We did some maintenance around The Little Hacienda this morning, and then, as is our habit, took a dip in the ocean to cool off. Air temp 83; water temp 78. There was a decent little waist-high swell pushing through, courtesy of a retreating low pressure system which threatened to blow up into something a few days ago as it stalled off our coast, but fell apart instead. These waves were coming in at quite a distinct angle from the northeast, unusual for this time of year. We generally have a southeast or straight east swell during the summer, due to the trades, but when something gets stirred up, then moves out to sea toward Bermuda, we see this kind of activity. In winter we get one nor’easter after another, of varying magnitude. Everything changes, but runs in cycles.
I saw some finger mullet in the breaking waves, backlit by the still eastern sun, and went
back up to the house to fetch the GoPro camera.

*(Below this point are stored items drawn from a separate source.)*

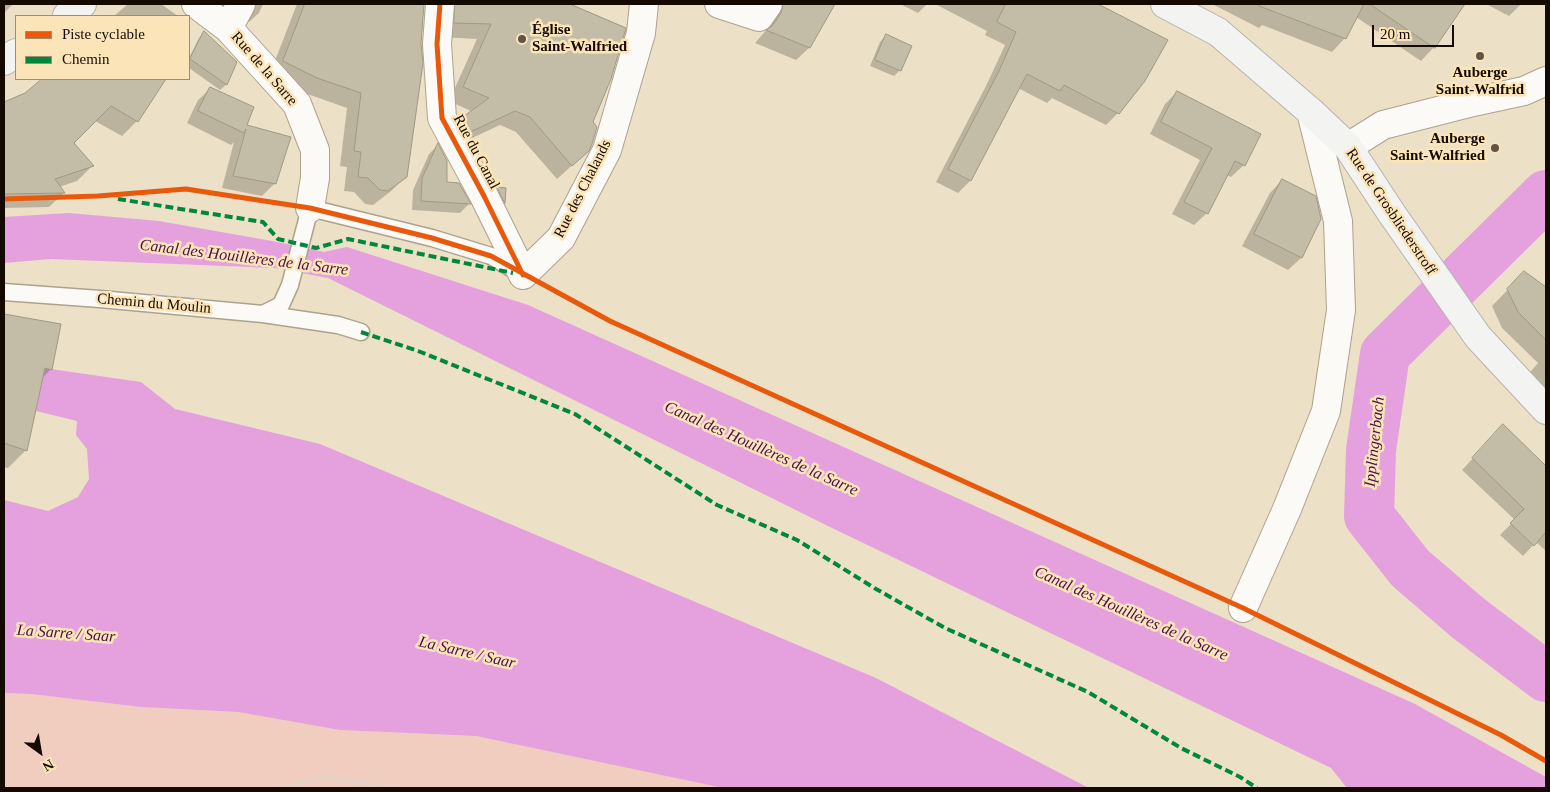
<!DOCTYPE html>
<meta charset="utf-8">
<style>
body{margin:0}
#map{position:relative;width:1550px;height:792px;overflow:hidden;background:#ece0c7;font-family:Georgia,serif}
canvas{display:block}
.frame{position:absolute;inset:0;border:5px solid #140a00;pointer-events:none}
.legend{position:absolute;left:15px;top:15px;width:175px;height:65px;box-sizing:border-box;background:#fbe5b8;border:1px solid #9f8d6e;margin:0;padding:6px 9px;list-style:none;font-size:15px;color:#140a00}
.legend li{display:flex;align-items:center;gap:10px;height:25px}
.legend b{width:25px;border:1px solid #9f8d6e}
.north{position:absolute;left:15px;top:727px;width:50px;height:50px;-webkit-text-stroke:4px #fbe5b8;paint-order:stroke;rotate:148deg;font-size:14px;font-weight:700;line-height:20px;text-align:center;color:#140a00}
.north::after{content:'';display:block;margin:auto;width:18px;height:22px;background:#140a00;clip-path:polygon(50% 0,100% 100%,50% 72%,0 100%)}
.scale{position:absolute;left:1372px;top:25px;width:82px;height:22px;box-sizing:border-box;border:2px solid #140a00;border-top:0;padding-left:6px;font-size:15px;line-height:18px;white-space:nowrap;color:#140a00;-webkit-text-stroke:4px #fbe5b8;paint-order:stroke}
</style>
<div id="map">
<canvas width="1550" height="792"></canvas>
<div class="frame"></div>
<ul class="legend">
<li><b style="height:6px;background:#e8590c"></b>Piste cyclable</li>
<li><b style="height:6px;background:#00873e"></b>Chemin</li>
</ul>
<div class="north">N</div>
<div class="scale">20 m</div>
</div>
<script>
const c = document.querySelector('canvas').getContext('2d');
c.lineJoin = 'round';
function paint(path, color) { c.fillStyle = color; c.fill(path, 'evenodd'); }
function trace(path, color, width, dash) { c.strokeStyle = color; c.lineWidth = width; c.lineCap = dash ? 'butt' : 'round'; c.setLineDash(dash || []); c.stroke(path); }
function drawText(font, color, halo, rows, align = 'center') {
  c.font = font + ' Georgia,serif'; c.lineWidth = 5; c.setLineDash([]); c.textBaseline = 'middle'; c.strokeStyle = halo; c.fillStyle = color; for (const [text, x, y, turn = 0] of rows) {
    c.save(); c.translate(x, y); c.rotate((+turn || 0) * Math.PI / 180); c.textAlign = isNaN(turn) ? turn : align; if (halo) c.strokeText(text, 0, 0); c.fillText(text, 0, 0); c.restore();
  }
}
const green = new Path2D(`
 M4,693L31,694L141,707L238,712L340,730L476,736L723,788H4Z`);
const water = new Path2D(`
 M69,213L159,221L272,241L324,252L347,247L528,305L1415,704L1546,777V788H1347L1331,768L830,527L328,278L275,268L51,259L4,263V217Z
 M44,368L141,382L175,409L320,444L876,678L1089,788H723L476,736L340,730L238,712L141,707L31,694L4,693V500L48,511L78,497L89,479L87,449L76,435L77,421L36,411Z`);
const shadow = new Path2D(`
 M4,4H13L4,13Z
 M128,4H161L178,16H114Z
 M244,4H263L259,13L249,22L246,20Z
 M297,4H423L406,176L391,191L373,205L365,204L354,192L344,191L347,167L340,166L347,108L302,92L269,76Z
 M429,4H573L572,6L592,122L588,151L557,179L516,132L500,125L453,147L447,135L473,112L449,101L477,39L440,37Z
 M765,4H834L809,48L796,60L755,43L769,27L772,19Z
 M900,4H927L918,13Z
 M935,4H1094L1166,41L1118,113L1106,125L1052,98L1047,103L1018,88L970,181L958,193L936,182L987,84L1005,45L985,35L987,31Z
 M1212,4H1462L1434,47L1421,61L1356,17L1345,38L1332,52L1262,25L1259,28Z
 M1486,4H1521L1509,16Z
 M204,32L236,63L226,85L220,90L189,68V58L199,38Z
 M886,36L900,70L894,76L870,66L880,42Z
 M43,79H158L162,82L137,121L122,136L95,121L72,143L92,166L77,181L59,187L64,193L49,207L4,208V103L25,94Z
 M211,88L246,126L275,183L262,196L222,188L234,142L231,145L187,123L198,100Z
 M1177,92L1244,165L1231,177L1227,175L1207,213L1194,225L1172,214L1200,160L1150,134L1165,104Z
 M438,145L445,183L469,204L460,213L412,210L413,190L429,154Z
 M1282,180L1320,219L1301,258L1288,270L1242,246L1270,193Z
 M1524,273L1546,289V394L1526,377L1538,363L1502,328L1492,306Z
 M4,315L59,325L51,369L41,379L26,450L8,468L4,467Z
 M1503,426L1546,468V551L1536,542L1523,556L1500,535L1515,520L1462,470Z`);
const river = new Path2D(`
 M1546,195L1385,354L1371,450L1369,516L1410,568L1468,618L1546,677`);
const building = new Path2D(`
 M305,4H424L421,43L423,63L407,177L388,191L380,190L368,178L358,177L361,152L354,151L361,93L317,78L283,61Z
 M455,4H570L626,28L611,79L593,122L597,127L592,144L589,151L572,166L530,117L515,111L468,133L460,119L489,98L463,87L491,24L454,23Z
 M783,4H835L810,48L766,30L772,26L781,13Z
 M1006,4H1098L1168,40L1145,81L1119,114L1064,85L1060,91L1027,74L971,181L948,169L999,71L1016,32L997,22Z
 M1260,4H1364L1346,39L1259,6Z
 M1370,4H1465L1435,48Z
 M204,31L237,62L227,85L190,59Z
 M886,34L912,46L901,71L875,60Z
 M42,79H166L138,122L111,106L74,143L94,166L55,179L65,193L4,194V102L25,93Z
 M210,87L254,107L247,125L291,137L276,184L233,176L246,129L244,133L198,111Z
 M1177,91L1261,134L1245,166L1235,161L1208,214L1184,202L1212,148L1161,122Z
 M438,143L447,161V182L459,183L471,204L421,201L422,179Z
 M1282,179L1316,196L1321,219L1302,258L1254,234Z
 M497,187L506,188L505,203Z
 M1524,271L1546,287V340L1518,312L1507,289Z
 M4,314L61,324L52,370L45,368L27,451L4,443Z
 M1503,424L1546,466V532L1534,546L1510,523L1524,509L1472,458Z`);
const path = new Path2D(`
 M283,788L322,777L400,788`);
const service = new Path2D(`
 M4,292L100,299L263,314L281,305L290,285L310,208L432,238L491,256L521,274
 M263,314L338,325L361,332`);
const minor = new Path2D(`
 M196,4L228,28L297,104L315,150V178L310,208
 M440,4L437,44L442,118L484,196L523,275L561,238L607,150L641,33L644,4
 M719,4L759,17L768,4
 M228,28L241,4
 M1243,608L1287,509L1326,411L1341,310L1338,221L1311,112`);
const tertiary = new Path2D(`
 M1348,147L1383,125L1473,102L1524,91L1546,81`);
const primary = new Path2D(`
 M1165,4L1218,32L1311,112L1348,147L1392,214L1478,337L1546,410
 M67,16L82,4
 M4,61L16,53`);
const quiet = new Path2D(`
 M118,199L263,222L278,239L316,248L348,239L513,273
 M361,332L418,351L575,414L717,505L797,540L876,589L945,628L1088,692L1181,748L1240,777L1257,788`);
const cycleway = new Path2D(`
 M440,4L437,44L442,118L484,196L523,275
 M4,199L98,196L186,189L310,208L432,238L491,256L610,321L1243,608L1501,735L1546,761`);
const markers = [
 [522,39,5,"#605546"],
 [1480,56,5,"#605546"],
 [1495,148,5,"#605546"]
];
const poiNames = [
 ["Église",532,30],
 ["Saint-Walfried",532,47],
 ["Auberge",1480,73,"center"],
 ["Saint-Walfrid",1480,90,"center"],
 ["Auberge",1485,139,"right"],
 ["Saint-Walfried",1485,156,"right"]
];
const streetNames = [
 ["Rue de la Sarre",264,69,49],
 ["Rue du Canal",476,152,62],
 ["Rue des Chalands",583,189,-63],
 ["Rue de Grosbliederstroff",1391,212,56],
 ["Chemin du Moulin",154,304,5]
];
const waterNames = [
 ["Canal des Houillères de la Sarre",244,258,7],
 ["Ipplingerbach",1375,442,-84],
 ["Canal des Houillères de la Sarre",761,449,24],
 ["Canal des Houillères de la Sarre",1131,614,24],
 ["La Sarre / Saar",66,634,4],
 ["La Sarre / Saar",467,653,13]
];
paint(green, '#f0cdbf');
paint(water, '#e4a1de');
paint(shadow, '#0003');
trace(river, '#e4a1de', 50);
paint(building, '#c3bda7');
trace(building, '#9f9882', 1);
trace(service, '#aca28d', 19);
trace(minor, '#aca28d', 30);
trace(tertiary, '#aca28d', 30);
trace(primary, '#b8b4ad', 30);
trace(path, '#d8d5cd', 3, [4, 4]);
trace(service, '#fcfaf7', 16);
trace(minor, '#fcfaf7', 28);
trace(tertiary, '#fcfaf7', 28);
trace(primary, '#f3f3f2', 28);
trace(quiet, '#00873e', 4, [8, 4]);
trace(cycleway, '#e8590c', 5);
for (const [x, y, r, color] of markers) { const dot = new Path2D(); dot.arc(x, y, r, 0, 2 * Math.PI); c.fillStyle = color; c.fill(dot); trace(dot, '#fbe5b8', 2); }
drawText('bold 15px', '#140a00', '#fbe5b8', poiNames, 'left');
drawText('15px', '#140a00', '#fbe5b8', streetNames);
drawText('italic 16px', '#48104e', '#fbe5b8', waterNames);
</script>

So I will now contradict what I said in the last post about all these photos being taken with the iPhone. Until they come up with a real waterproof version, I’ll use the GoPro in the water.
When I got back out the mullet were gone, of course, but there were still some fun shots of these little perfect waves breaking. These little rascals packed quite a punch. They roughed me up pretty good as I was trying to get shots of them breaking on me. This would have been ridable if we still had a sand bar. Hurricane Matthew and subsequent lesser storms pushed the sand bar we had for years up onto the dune and it hasn’t formed back out again. Waves, even small ones like these today, used to hit the bar and break, peeling into a deeper section before re-forming as a shore pound. Now they just roll straight through to break in shallow water just off the beach. Unridable. We’re hoping for a storm just rough enough to drag some of the sand that’s accumulated high up, back out to form a new sand bar. We don’t want anything more than that, thank you.